(Saved entries)
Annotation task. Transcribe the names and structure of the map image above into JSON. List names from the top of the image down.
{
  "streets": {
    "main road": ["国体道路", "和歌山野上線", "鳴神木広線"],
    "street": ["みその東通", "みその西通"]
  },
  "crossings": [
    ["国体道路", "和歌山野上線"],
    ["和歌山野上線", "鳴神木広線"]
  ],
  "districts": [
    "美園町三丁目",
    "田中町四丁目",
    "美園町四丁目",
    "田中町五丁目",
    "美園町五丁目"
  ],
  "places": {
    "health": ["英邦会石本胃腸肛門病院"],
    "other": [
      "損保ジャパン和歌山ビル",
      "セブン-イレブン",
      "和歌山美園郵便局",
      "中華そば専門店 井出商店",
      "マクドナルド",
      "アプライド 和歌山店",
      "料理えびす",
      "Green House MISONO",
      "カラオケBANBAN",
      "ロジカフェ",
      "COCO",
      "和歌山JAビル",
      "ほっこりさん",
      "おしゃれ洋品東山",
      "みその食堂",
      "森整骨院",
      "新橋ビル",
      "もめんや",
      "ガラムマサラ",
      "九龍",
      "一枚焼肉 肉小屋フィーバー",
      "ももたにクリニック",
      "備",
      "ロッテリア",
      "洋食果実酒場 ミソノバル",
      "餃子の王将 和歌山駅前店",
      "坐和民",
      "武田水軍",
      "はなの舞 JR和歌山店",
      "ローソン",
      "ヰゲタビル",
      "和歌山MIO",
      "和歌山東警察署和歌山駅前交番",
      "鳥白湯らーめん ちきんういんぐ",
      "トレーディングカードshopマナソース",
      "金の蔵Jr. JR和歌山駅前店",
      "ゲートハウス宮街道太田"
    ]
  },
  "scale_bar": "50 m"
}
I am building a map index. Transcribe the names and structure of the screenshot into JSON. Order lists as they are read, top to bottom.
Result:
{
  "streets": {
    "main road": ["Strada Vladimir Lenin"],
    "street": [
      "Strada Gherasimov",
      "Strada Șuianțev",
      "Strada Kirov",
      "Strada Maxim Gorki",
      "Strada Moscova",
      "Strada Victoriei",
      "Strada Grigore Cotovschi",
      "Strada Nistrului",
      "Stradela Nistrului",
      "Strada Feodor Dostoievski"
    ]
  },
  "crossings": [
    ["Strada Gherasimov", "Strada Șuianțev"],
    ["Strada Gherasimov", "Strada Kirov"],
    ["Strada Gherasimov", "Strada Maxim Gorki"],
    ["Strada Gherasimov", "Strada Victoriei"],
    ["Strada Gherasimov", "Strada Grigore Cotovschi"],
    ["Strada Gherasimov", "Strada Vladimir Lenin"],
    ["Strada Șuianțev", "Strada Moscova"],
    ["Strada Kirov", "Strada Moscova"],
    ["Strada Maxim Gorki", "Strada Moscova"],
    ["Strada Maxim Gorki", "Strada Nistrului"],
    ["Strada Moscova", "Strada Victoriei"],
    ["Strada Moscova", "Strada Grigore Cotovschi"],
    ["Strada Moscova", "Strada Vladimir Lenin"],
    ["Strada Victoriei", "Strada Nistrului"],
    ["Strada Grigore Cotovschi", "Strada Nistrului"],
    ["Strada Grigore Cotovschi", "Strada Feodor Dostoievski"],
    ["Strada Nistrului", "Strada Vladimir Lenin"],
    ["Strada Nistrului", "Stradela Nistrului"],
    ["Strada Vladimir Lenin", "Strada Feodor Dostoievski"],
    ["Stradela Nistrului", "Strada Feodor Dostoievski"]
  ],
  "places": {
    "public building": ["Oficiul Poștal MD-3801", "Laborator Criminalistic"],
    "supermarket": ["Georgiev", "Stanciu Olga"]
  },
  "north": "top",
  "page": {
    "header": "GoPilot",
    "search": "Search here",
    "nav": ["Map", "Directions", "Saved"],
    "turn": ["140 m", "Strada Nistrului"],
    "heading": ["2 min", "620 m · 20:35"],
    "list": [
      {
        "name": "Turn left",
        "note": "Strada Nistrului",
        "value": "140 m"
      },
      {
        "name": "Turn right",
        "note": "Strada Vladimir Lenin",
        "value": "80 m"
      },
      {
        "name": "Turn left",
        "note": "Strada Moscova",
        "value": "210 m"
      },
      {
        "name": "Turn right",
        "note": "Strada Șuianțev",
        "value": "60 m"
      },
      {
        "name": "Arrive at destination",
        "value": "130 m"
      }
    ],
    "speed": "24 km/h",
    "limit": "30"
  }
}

THE PROBLEM ▸ An identical copy of the entries above is the expected result.

RESPONSE TO THIS TASK ▸
Annotation task. Transcribe the names and structure of the map image above into JSON. List names from the top of the image down.
{
  "streets": {
    "main road": ["国体道路", "和歌山野上線", "鳴神木広線"],
    "street": ["みその東通", "みその西通"]
  },
  "crossings": [
    ["国体道路", "和歌山野上線"],
    ["和歌山野上線", "鳴神木広線"]
  ],
  "districts": [
    "美園町三丁目",
    "田中町四丁目",
    "美園町四丁目",
    "田中町五丁目",
    "美園町五丁目"
  ],
  "places": {
    "health": ["英邦会石本胃腸肛門病院"],
    "other": [
      "損保ジャパン和歌山ビル",
      "セブン-イレブン",
      "和歌山美園郵便局",
      "中華そば専門店 井出商店",
      "マクドナルド",
      "アプライド 和歌山店",
      "料理えびす",
      "Green House MISONO",
      "カラオケBANBAN",
      "ロジカフェ",
      "COCO",
      "和歌山JAビル",
      "ほっこりさん",
      "おしゃれ洋品東山",
      "みその食堂",
      "森整骨院",
      "新橋ビル",
      "もめんや",
      "ガラムマサラ",
      "九龍",
      "一枚焼肉 肉小屋フィーバー",
      "ももたにクリニック",
      "備",
      "ロッテリア",
      "洋食果実酒場 ミソノバル",
      "餃子の王将 和歌山駅前店",
      "坐和民",
      "武田水軍",
      "はなの舞 JR和歌山店",
      "ローソン",
      "ヰゲタビル",
      "和歌山MIO",
      "和歌山東警察署和歌山駅前交番",
      "鳥白湯らーめん ちきんういんぐ",
      "トレーディングカードshopマナソース",
      "金の蔵Jr. JR和歌山駅前店",
      "ゲートハウス宮街道太田"
    ]
  },
  "scale_bar": "50 m"
}
I am building a map index. Transcribe the names and structure of the screenshot into JSON. Order lists as they are read, top to bottom.
Result:
{
  "streets": {
    "main road": ["Strada Vladimir Lenin"],
    "street": [
      "Strada Gherasimov",
      "Strada Șuianțev",
      "Strada Kirov",
      "Strada Maxim Gorki",
      "Strada Moscova",
      "Strada Victoriei",
      "Strada Grigore Cotovschi",
      "Strada Nistrului",
      "Stradela Nistrului",
      "Strada Feodor Dostoievski"
    ]
  },
  "crossings": [
    ["Strada Gherasimov", "Strada Șuianțev"],
    ["Strada Gherasimov", "Strada Kirov"],
    ["Strada Gherasimov", "Strada Maxim Gorki"],
    ["Strada Gherasimov", "Strada Victoriei"],
    ["Strada Gherasimov", "Strada Grigore Cotovschi"],
    ["Strada Gherasimov", "Strada Vladimir Lenin"],
    ["Strada Șuianțev", "Strada Moscova"],
    ["Strada Kirov", "Strada Moscova"],
    ["Strada Maxim Gorki", "Strada Moscova"],
    ["Strada Maxim Gorki", "Strada Nistrului"],
    ["Strada Moscova", "Strada Victoriei"],
    ["Strada Moscova", "Strada Grigore Cotovschi"],
    ["Strada Moscova", "Strada Vladimir Lenin"],
    ["Strada Victoriei", "Strada Nistrului"],
    ["Strada Grigore Cotovschi", "Strada Nistrului"],
    ["Strada Grigore Cotovschi", "Strada Feodor Dostoievski"],
    ["Strada Nistrului", "Strada Vladimir Lenin"],
    ["Strada Nistrului", "Stradela Nistrului"],
    ["Strada Vladimir Lenin", "Strada Feodor Dostoievski"],
    ["Stradela Nistrului", "Strada Feodor Dostoievski"]
  ],
  "places": {
    "public building": ["Oficiul Poștal MD-3801", "Laborator Criminalistic"],
    "supermarket": ["Georgiev", "Stanciu Olga"]
  },
  "north": "top",
  "page": {
    "header": "GoPilot",
    "search": "Search here",
    "nav": ["Map", "Directions", "Saved"],
    "turn": ["140 m", "Strada Nistrului"],
    "heading": ["2 min", "620 m · 20:35"],
    "list": [
      {
        "name": "Turn left",
        "note": "Strada Nistrului",
        "value": "140 m"
      },
      {
        "name": "Turn right",
        "note": "Strada Vladimir Lenin",
        "value": "80 m"
      },
      {
        "name": "Turn left",
        "note": "Strada Moscova",
        "value": "210 m"
      },
      {
        "name": "Turn right",
        "note": "Strada Șuianțev",
        "value": "60 m"
      },
      {
        "name": "Arrive at destination",
        "value": "130 m"
      }
    ],
    "speed": "24 km/h",
    "limit": "30"
  }
}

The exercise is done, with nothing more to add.